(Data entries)
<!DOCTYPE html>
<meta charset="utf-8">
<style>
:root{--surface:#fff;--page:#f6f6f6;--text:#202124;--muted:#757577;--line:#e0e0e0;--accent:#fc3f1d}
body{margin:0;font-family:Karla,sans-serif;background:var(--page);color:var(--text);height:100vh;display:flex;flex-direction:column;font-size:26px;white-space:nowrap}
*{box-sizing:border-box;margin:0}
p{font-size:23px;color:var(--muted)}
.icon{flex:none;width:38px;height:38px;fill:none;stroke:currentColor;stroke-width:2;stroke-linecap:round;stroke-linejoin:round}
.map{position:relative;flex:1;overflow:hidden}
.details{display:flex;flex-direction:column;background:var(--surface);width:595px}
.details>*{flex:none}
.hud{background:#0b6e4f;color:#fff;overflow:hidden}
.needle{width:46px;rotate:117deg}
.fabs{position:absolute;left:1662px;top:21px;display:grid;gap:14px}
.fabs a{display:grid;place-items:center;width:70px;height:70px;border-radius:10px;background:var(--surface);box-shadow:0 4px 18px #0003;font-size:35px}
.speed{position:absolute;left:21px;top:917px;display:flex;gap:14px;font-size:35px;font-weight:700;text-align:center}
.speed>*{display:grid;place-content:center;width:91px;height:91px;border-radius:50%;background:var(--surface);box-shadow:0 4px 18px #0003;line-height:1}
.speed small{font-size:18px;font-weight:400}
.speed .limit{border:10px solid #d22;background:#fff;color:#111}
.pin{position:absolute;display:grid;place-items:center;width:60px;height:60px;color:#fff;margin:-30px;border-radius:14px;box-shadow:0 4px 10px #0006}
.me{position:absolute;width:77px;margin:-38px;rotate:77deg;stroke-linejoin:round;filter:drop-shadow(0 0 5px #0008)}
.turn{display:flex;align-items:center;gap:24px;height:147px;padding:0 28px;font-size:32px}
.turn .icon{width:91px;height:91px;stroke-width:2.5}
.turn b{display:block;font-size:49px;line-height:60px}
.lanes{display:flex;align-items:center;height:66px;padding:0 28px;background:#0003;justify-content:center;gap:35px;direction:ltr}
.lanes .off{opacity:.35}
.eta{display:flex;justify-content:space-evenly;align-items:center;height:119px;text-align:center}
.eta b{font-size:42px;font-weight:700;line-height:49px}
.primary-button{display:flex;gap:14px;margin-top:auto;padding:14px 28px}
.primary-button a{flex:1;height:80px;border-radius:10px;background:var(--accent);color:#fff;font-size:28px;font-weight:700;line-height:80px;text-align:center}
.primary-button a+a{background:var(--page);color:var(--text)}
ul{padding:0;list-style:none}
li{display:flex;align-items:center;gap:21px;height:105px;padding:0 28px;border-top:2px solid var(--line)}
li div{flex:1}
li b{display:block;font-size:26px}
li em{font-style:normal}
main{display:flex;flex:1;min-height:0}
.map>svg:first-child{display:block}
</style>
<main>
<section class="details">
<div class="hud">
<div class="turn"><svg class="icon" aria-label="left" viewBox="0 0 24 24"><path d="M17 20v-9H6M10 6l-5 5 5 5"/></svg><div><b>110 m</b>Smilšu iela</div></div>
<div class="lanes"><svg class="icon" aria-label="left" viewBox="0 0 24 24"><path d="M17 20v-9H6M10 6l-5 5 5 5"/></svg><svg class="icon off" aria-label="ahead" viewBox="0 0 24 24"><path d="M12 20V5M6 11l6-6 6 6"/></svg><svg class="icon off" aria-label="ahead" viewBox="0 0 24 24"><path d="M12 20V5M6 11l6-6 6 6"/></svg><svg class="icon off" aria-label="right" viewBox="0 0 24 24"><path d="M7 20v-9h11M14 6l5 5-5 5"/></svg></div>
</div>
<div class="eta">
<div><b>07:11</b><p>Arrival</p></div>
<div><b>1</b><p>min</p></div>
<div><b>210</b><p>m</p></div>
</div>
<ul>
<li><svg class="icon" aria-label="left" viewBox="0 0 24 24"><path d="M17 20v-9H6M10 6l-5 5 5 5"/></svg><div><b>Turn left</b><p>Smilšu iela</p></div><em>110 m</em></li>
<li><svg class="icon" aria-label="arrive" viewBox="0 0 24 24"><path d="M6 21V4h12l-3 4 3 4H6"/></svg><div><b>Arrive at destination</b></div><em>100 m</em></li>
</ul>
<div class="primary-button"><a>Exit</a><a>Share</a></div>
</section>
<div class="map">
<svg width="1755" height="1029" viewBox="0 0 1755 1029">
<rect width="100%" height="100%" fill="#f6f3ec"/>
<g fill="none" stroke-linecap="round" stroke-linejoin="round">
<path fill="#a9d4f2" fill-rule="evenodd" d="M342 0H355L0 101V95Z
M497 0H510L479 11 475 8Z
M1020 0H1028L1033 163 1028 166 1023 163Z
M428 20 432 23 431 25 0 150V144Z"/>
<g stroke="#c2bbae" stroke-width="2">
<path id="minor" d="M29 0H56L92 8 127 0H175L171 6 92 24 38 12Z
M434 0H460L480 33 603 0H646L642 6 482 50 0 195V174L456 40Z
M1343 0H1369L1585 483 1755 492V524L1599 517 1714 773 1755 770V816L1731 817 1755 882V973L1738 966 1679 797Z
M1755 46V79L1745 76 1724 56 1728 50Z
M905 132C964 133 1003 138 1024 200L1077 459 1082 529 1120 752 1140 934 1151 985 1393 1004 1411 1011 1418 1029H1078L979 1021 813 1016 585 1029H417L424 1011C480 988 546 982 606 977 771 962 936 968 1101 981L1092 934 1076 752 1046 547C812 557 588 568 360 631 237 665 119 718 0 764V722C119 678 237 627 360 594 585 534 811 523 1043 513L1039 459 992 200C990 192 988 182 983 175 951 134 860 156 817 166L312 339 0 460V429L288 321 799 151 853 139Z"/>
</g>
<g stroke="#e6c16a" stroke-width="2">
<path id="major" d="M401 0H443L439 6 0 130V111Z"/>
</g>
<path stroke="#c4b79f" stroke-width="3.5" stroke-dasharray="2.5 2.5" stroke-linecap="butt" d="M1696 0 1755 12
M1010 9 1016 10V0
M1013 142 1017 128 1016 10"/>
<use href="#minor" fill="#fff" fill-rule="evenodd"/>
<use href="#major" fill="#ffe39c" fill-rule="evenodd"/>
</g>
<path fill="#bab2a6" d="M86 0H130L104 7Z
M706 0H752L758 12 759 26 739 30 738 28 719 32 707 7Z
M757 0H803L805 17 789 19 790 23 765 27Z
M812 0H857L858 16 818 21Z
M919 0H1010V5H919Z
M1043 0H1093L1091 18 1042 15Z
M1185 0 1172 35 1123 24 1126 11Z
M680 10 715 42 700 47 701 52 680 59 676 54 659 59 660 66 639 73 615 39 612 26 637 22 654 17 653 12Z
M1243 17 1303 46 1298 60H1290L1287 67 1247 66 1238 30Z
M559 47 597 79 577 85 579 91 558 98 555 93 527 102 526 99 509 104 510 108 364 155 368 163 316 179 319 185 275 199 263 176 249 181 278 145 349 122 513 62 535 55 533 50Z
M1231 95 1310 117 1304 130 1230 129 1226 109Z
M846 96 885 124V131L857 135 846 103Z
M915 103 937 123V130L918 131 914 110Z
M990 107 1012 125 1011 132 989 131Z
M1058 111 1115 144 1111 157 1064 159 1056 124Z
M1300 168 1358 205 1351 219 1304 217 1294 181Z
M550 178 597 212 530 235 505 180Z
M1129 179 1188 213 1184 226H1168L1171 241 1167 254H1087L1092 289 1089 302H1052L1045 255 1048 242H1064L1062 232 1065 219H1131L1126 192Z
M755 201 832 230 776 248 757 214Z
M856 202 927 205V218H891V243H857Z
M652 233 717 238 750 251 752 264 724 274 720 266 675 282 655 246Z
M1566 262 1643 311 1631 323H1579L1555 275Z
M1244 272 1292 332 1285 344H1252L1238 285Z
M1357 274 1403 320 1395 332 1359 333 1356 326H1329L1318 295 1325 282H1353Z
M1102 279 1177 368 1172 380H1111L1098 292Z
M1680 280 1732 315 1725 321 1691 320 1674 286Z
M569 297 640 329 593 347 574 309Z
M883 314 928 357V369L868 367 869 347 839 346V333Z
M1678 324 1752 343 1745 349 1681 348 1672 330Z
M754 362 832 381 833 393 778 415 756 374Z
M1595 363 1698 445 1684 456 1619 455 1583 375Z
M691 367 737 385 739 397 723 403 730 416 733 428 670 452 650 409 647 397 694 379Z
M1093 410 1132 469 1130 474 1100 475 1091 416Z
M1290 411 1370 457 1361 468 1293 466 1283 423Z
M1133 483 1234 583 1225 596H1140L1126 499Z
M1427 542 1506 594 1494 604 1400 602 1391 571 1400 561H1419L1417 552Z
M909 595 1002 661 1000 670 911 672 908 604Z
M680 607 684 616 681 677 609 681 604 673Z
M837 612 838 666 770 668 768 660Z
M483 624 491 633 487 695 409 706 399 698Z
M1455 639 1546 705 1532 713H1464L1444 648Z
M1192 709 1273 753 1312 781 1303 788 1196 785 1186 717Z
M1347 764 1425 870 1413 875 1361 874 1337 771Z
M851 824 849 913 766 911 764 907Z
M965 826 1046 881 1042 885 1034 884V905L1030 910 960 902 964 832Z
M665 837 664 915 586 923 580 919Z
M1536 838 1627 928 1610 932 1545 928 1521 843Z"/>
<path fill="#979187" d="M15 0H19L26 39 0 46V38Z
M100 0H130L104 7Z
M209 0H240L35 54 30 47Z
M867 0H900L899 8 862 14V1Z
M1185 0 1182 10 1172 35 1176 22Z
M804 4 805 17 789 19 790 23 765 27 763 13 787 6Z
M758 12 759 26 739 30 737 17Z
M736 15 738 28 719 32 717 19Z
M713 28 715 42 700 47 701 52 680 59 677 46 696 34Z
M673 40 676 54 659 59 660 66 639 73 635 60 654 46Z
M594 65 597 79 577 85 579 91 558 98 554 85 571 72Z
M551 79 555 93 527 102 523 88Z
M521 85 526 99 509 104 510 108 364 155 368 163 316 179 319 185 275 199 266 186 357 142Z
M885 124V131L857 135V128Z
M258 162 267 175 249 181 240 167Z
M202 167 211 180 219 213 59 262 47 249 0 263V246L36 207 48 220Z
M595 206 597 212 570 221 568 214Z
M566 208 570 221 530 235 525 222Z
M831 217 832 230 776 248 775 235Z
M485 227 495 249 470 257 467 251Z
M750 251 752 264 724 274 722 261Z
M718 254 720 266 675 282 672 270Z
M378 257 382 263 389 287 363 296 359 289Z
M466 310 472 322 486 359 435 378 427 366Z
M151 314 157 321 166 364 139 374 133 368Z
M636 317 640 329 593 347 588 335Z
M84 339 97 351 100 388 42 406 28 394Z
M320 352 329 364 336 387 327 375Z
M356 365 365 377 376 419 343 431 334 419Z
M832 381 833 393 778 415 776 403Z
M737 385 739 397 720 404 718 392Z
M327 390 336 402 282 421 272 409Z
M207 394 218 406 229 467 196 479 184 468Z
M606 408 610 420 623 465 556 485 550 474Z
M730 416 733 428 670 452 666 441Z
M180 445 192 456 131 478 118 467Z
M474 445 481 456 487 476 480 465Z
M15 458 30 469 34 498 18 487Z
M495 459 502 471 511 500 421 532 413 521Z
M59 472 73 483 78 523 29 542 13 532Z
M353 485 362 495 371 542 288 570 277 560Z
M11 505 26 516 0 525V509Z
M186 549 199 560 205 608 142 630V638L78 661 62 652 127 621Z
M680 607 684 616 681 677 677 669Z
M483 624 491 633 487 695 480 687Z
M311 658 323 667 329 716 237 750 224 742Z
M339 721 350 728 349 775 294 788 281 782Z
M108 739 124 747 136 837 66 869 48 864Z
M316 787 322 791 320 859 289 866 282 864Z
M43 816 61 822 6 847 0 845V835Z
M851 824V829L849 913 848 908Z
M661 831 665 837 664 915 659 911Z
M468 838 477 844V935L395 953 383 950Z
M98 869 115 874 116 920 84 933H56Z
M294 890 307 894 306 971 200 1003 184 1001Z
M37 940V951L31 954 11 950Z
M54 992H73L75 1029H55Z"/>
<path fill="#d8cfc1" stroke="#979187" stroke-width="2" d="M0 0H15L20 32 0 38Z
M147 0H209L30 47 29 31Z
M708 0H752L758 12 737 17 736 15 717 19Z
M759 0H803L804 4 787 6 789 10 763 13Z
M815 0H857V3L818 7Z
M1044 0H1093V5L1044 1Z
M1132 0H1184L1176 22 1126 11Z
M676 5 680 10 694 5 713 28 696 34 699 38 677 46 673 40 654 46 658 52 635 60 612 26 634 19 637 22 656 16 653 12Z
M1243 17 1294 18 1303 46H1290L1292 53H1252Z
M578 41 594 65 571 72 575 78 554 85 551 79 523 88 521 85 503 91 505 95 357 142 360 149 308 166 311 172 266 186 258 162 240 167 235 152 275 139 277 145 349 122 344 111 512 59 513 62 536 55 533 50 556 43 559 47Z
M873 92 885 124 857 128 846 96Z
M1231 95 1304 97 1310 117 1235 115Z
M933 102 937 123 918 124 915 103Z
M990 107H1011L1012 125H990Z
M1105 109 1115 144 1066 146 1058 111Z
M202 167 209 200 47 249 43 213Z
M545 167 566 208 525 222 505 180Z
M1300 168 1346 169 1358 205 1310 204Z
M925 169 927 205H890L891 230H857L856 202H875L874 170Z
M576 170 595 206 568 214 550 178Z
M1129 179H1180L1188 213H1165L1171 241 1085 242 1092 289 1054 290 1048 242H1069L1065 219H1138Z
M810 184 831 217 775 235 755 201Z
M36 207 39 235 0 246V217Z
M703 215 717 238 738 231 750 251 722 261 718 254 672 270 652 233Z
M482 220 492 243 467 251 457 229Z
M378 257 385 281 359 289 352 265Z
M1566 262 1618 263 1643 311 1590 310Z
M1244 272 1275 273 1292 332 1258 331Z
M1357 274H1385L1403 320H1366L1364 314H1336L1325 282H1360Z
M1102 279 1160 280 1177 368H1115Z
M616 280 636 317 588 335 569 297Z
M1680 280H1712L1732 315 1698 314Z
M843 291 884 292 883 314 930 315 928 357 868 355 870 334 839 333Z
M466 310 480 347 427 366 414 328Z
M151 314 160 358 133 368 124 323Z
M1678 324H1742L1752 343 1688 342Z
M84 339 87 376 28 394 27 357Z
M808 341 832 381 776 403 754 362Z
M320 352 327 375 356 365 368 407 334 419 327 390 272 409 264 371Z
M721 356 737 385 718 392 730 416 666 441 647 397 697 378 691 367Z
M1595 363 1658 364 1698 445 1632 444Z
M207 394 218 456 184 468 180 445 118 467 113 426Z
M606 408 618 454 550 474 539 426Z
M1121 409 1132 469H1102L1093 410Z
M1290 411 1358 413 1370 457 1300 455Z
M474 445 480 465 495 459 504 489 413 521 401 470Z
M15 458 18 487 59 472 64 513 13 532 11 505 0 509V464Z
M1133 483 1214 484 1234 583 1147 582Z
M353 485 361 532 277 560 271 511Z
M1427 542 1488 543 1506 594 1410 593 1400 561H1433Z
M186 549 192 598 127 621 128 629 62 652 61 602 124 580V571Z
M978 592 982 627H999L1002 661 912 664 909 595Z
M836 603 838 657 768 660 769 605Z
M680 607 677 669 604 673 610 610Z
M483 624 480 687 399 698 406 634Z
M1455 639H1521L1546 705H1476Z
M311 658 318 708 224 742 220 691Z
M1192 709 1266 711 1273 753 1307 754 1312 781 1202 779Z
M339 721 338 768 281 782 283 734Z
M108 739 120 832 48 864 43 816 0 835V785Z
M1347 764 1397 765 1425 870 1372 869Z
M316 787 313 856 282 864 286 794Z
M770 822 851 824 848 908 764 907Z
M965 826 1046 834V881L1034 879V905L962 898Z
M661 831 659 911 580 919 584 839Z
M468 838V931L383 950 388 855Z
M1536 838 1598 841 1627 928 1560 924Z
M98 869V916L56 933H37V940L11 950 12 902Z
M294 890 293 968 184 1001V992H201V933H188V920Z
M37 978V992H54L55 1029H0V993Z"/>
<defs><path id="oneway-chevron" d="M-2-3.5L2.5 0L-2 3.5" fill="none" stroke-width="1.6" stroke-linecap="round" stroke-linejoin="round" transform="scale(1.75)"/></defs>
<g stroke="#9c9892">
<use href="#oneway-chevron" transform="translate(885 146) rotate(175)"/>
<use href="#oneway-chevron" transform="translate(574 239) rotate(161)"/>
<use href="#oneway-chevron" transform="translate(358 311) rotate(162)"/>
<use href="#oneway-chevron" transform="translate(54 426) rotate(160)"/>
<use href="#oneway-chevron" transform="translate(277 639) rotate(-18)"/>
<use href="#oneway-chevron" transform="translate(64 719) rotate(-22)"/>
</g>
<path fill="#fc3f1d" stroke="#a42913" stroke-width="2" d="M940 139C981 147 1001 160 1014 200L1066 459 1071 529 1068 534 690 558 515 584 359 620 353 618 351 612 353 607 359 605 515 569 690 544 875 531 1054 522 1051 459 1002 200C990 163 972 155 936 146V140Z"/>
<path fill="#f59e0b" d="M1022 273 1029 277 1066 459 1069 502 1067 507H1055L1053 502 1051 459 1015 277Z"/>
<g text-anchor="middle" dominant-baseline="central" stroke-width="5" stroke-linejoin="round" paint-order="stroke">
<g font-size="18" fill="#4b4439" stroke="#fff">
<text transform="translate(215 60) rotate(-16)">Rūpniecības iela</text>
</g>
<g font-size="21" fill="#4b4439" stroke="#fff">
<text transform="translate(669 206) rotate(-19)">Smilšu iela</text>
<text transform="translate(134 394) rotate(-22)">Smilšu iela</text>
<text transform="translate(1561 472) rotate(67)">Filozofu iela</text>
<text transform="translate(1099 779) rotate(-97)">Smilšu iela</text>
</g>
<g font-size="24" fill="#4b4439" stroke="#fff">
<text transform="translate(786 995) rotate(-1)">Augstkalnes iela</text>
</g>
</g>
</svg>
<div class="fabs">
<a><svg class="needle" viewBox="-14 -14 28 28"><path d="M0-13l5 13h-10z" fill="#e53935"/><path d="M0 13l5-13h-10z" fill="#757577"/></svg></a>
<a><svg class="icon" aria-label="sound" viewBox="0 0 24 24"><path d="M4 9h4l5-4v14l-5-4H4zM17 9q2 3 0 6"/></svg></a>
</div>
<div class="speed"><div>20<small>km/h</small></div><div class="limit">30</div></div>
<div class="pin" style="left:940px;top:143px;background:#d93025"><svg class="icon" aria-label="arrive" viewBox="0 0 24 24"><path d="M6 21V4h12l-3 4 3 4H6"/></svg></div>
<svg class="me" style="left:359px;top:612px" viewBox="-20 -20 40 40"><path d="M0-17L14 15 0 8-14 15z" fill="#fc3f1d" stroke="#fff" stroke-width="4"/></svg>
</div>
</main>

**REQUIREMENT:** An answer is complete only when it holds every line above containing the string "solid".

**EXERCISE SOLUTION:**
.speed .limit{border:10px solid #d22;background:#fff;color:#111}
li{display:flex;align-items:center;gap:21px;height:105px;padding:0 28px;border-top:2px solid var(--line)}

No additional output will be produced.